David Barton ‘Appalled’ By The South’s Civil War Revisionist History, Likens Confederate Army To ISIS

David Barton, a Religious Right activist often hailed as the movement’s premier historian, has a habit of promoting wildly revisionist history (including about his own life) to an enthusiastic conservative audience. So we were somewhat surprised today when Barton delivered a forceful condemnation of revisionist history about the cause of the Civil War.

On his “WallBuilders Live” radio program today, Barton took a question from a listener on the controversy over the Confederate flag and the idea that the Civil War was really fought over the principle of states’ rights and not the issue of slavery.
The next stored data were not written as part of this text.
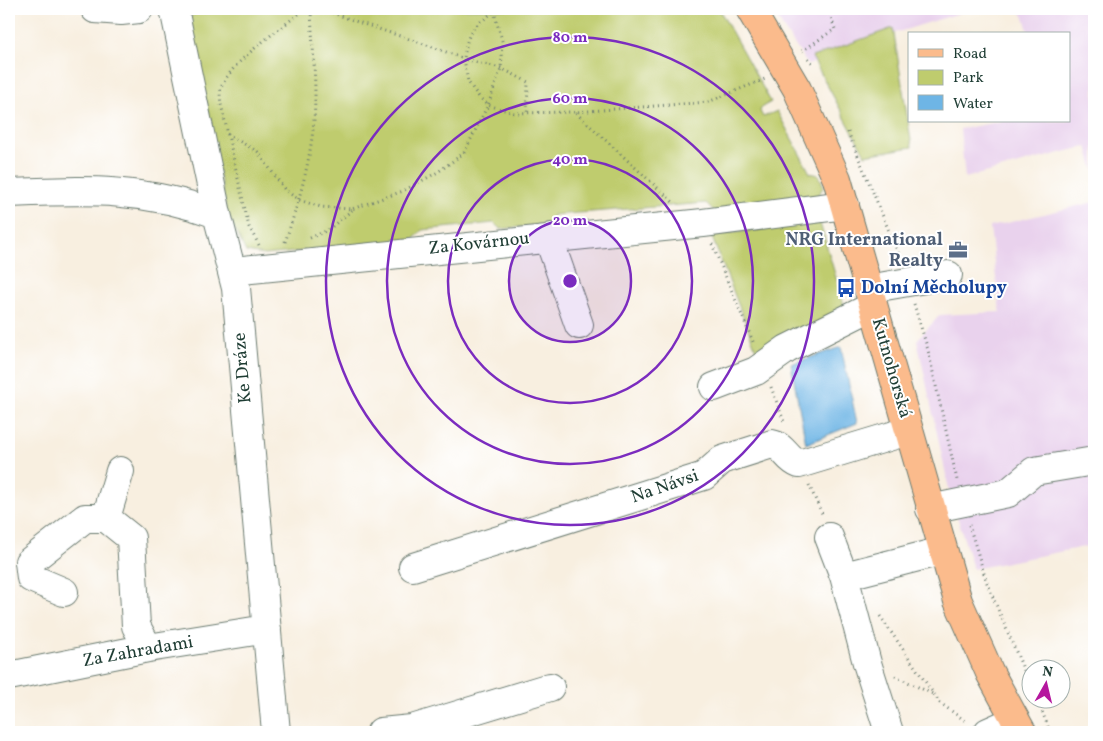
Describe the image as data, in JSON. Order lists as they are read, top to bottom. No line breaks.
{"streets":{"main road":["Kutnohorská"],"street":["Za Kovárnou","Ke Dráze","Na Návsi","Za Zahradami"]},"crossings":[["Za Kovárnou","Ke Dráze"],["Za Kovárnou","Kutnohorská"],["Ke Dráze","Za Zahradami"],["Kutnohorská","Na Návsi"]],"places":{"office":["NRG International Realty"],"bus stop":["Dolní Měcholupy"]},"legend":["Road","Park","Water"],"north":"top","rings":["80 m","60 m","40 m","20 m"]}
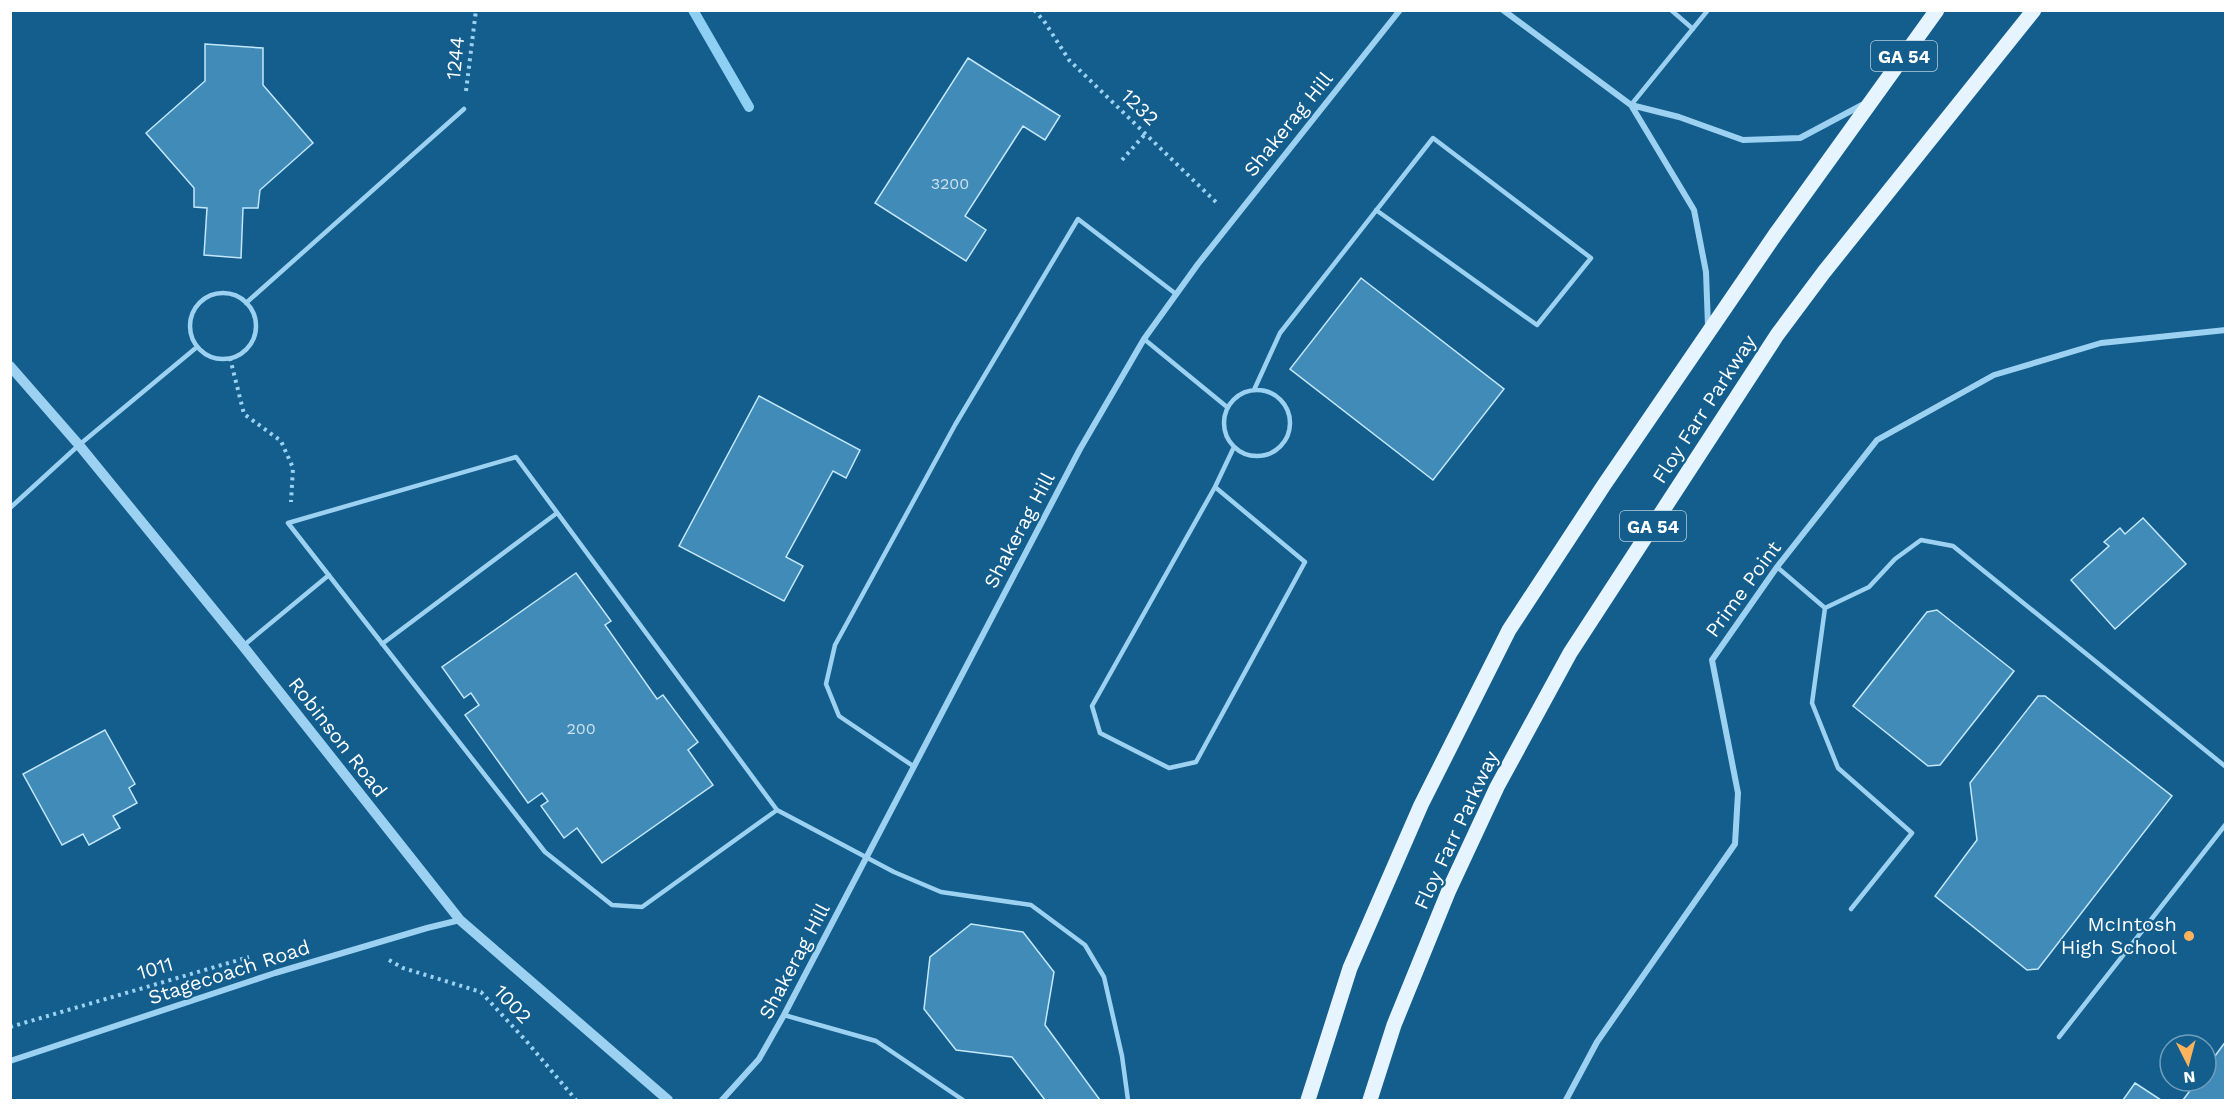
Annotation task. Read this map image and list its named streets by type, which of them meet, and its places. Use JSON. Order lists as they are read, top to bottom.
{
  "streets": {
    "main road": ["GA 54", "Floy Farr Parkway"],
    "street": [
      "Shakerag Hill",
      "Prime Point",
      "Robinson Road",
      "Stagecoach Road"
    ],
    "path": [
      "1244",
      "1232",
      "1011",
      "1002"
    ]
  },
  "crossings": [
    ["1232", "Shakerag Hill"],
    ["Robinson Road", "Stagecoach Road"],
    ["Stagecoach Road", "1002"]
  ],
  "places": ["McIntosh High School"],
  "house_numbers": ["3200", "200"],
  "north": "bottom"
}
Barton outright rejected this sort of “revision of history” and spent more than ten minutes explaining that the Civil War was explicitly fought over the issue of slavery, as he declared that it appalls him to see schools named after Confederate generals like Nathan Bedford Forrest and compared the actions of Confederate soldiers to ISIS.

“It was not about states’ rights,” Barton said. “It was about slavery.”

As Barton explained, the documents written and speeches given by those who supported secession regularly cited the preservation of slavery as the primary factor. The idea that the Civil War was fought to protect states’ rights, Barton said, is absurd considering that the Confederate constitution explicitly prohibited states from abolishing slavery.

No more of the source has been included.